• _Problem description_:
A single number is the expected answer: the count of lines in the records below that contain "textAlign".

• _Material for the task_:
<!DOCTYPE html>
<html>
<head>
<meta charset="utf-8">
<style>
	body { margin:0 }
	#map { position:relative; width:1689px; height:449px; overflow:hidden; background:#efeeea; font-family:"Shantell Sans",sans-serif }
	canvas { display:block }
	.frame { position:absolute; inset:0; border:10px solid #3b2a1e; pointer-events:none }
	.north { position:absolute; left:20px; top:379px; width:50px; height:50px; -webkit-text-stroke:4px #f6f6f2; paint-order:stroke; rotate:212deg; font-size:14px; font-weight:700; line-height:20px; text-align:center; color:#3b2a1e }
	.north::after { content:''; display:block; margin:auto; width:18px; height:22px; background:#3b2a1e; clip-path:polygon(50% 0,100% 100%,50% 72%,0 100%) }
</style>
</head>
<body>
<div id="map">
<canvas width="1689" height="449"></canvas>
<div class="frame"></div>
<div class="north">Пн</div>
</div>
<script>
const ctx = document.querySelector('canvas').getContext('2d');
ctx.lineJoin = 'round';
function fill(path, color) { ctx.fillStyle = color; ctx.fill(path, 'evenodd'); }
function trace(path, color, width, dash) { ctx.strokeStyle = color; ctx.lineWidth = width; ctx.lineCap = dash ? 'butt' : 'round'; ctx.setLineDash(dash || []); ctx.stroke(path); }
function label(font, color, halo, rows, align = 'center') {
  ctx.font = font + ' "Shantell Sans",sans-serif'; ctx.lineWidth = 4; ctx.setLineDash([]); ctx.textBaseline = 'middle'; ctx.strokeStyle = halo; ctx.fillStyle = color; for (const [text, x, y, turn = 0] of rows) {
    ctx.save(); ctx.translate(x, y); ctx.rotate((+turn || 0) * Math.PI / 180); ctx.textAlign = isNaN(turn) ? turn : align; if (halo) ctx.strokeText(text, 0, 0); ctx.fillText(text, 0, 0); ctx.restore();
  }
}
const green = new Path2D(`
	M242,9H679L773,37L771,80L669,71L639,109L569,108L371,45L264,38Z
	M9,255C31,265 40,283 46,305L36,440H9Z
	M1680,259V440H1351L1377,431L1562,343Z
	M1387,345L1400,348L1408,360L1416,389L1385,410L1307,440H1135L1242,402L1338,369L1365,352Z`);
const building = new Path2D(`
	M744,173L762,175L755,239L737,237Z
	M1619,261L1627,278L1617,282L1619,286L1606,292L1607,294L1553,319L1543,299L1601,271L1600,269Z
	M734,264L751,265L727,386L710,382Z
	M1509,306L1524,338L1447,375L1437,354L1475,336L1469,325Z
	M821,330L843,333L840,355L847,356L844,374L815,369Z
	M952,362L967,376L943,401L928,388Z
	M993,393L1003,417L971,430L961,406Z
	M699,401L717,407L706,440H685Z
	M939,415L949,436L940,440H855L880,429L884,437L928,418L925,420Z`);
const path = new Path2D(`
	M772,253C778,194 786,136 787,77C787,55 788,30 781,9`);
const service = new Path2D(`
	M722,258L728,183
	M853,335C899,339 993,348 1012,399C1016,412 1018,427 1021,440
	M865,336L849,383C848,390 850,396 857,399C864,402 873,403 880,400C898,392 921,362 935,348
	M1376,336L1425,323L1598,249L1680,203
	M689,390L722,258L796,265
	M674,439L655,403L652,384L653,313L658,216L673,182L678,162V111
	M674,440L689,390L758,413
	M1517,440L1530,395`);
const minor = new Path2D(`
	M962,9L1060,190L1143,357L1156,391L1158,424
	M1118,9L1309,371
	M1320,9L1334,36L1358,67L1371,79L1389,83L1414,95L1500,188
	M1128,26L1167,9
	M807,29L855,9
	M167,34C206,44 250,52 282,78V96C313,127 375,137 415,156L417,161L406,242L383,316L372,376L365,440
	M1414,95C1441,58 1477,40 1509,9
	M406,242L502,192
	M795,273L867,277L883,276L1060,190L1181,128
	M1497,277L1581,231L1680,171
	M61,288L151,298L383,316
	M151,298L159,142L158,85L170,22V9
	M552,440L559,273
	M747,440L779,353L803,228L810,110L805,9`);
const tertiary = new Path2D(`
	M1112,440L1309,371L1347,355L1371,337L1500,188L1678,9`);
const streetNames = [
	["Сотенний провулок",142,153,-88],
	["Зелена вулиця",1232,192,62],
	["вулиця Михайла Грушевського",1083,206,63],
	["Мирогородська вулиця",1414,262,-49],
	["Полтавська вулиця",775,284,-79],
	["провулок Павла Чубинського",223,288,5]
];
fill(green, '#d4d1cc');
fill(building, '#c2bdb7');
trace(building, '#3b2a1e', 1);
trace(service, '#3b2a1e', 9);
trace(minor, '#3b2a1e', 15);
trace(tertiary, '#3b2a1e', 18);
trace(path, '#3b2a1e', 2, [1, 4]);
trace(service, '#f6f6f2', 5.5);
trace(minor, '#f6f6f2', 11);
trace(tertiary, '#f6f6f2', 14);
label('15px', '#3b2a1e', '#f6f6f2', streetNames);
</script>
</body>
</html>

---

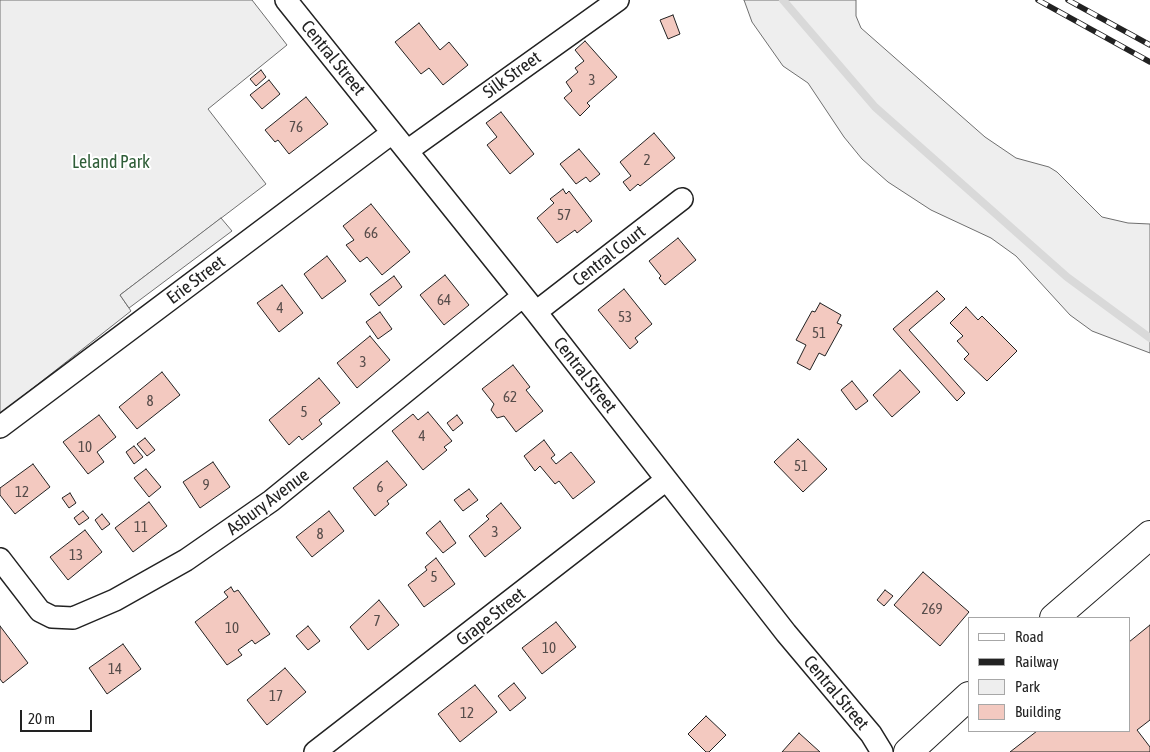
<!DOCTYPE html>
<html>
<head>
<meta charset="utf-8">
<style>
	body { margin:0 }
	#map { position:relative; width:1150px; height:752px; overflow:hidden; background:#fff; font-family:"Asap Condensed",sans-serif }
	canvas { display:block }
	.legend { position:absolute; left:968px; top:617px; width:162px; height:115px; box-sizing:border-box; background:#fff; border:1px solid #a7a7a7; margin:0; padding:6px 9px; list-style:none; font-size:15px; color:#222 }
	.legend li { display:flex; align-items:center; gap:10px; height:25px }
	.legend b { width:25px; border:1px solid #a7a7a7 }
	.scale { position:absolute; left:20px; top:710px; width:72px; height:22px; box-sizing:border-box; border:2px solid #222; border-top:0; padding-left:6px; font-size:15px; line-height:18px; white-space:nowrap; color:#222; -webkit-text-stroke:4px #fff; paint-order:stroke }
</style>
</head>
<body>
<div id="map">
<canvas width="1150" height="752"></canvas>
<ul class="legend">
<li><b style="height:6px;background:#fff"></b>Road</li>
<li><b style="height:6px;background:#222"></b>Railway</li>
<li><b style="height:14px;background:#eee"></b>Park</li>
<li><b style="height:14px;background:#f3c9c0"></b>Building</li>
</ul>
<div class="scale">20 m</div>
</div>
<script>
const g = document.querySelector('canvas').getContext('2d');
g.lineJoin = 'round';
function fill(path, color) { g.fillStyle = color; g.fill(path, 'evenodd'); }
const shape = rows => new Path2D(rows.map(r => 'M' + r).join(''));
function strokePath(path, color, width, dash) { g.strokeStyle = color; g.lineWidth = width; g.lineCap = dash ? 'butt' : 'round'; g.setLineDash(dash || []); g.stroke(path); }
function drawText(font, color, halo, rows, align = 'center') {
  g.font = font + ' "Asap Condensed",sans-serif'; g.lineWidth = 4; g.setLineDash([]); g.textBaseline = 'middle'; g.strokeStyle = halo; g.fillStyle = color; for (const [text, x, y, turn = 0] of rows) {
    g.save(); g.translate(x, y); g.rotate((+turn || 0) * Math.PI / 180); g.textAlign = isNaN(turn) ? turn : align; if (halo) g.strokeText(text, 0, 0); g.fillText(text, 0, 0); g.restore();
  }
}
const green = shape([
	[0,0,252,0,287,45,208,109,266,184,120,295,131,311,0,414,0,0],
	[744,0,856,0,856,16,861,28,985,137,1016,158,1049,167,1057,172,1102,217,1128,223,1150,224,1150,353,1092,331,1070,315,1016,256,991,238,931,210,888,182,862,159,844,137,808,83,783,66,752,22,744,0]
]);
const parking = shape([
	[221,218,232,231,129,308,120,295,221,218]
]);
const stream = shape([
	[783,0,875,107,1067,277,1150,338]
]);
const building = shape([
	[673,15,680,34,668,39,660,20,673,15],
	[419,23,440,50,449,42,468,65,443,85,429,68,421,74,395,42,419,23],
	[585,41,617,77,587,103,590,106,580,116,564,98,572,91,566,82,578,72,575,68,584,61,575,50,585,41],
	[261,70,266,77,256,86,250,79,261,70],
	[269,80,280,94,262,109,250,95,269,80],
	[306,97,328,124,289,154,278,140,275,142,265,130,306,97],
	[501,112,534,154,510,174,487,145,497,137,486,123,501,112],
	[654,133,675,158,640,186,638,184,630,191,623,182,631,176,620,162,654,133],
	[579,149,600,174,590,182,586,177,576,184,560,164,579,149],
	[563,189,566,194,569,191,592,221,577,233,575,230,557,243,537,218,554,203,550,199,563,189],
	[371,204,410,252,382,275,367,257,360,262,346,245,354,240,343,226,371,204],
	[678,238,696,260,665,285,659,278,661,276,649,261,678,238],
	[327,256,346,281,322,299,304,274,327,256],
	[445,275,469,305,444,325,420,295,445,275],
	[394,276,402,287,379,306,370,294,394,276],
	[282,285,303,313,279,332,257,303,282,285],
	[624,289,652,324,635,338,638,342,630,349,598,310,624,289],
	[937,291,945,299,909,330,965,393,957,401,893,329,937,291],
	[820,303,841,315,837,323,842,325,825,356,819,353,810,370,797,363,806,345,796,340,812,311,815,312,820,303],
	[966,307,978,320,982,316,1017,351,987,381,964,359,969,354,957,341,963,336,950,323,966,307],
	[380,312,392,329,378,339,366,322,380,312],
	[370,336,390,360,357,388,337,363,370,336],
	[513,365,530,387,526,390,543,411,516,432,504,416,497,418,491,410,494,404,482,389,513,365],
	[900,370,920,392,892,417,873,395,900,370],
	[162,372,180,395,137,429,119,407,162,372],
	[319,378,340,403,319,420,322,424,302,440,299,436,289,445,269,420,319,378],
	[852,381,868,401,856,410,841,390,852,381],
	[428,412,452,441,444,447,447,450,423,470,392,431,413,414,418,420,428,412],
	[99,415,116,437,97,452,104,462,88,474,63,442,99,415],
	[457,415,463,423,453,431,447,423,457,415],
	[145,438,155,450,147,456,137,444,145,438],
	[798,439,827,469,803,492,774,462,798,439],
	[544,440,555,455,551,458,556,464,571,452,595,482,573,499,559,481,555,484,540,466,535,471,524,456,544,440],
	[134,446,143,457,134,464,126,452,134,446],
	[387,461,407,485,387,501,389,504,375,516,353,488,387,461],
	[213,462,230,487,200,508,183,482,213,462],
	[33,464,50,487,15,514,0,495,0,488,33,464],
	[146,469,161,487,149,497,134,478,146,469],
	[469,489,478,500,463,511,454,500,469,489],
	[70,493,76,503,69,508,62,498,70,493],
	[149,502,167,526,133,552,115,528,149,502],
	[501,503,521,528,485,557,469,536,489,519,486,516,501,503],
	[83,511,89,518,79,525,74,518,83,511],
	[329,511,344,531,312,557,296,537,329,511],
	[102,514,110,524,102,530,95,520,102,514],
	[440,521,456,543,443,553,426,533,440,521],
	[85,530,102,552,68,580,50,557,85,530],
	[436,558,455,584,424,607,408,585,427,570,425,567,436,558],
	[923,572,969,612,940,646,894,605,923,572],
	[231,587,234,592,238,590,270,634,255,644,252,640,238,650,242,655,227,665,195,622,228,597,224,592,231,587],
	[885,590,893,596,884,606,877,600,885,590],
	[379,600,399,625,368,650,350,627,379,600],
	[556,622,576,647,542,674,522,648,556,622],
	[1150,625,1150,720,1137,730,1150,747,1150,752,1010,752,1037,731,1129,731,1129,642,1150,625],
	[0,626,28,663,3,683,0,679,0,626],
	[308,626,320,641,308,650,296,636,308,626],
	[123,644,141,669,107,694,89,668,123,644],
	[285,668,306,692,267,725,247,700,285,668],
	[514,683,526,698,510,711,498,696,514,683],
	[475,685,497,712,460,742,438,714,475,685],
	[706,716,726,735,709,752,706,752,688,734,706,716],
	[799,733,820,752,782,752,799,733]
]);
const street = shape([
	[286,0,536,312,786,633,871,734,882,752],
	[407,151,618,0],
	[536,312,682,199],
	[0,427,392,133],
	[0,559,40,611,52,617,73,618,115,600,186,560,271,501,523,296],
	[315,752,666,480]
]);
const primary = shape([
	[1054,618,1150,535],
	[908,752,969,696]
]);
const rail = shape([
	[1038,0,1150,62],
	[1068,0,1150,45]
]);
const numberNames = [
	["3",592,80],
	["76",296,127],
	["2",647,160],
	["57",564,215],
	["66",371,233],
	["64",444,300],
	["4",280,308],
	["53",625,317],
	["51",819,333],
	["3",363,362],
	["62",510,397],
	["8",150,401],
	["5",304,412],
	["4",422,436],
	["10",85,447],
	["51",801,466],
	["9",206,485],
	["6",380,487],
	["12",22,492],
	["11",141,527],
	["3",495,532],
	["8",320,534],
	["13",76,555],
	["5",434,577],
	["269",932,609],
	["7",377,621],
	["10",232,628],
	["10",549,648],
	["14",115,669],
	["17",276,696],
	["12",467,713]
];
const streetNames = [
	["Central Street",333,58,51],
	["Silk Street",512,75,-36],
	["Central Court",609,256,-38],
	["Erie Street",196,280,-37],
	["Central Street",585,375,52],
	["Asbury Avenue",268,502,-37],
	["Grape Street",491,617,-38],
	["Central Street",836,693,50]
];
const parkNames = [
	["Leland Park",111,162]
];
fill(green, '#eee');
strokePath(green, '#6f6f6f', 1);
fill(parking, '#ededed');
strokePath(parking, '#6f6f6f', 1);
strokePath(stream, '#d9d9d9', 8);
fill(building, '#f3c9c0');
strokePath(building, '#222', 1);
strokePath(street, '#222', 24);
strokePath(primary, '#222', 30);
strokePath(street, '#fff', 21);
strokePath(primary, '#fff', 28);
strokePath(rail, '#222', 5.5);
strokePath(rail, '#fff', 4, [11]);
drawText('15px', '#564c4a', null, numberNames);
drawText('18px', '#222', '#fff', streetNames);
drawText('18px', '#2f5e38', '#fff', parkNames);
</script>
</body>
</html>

• _Final answer_:
2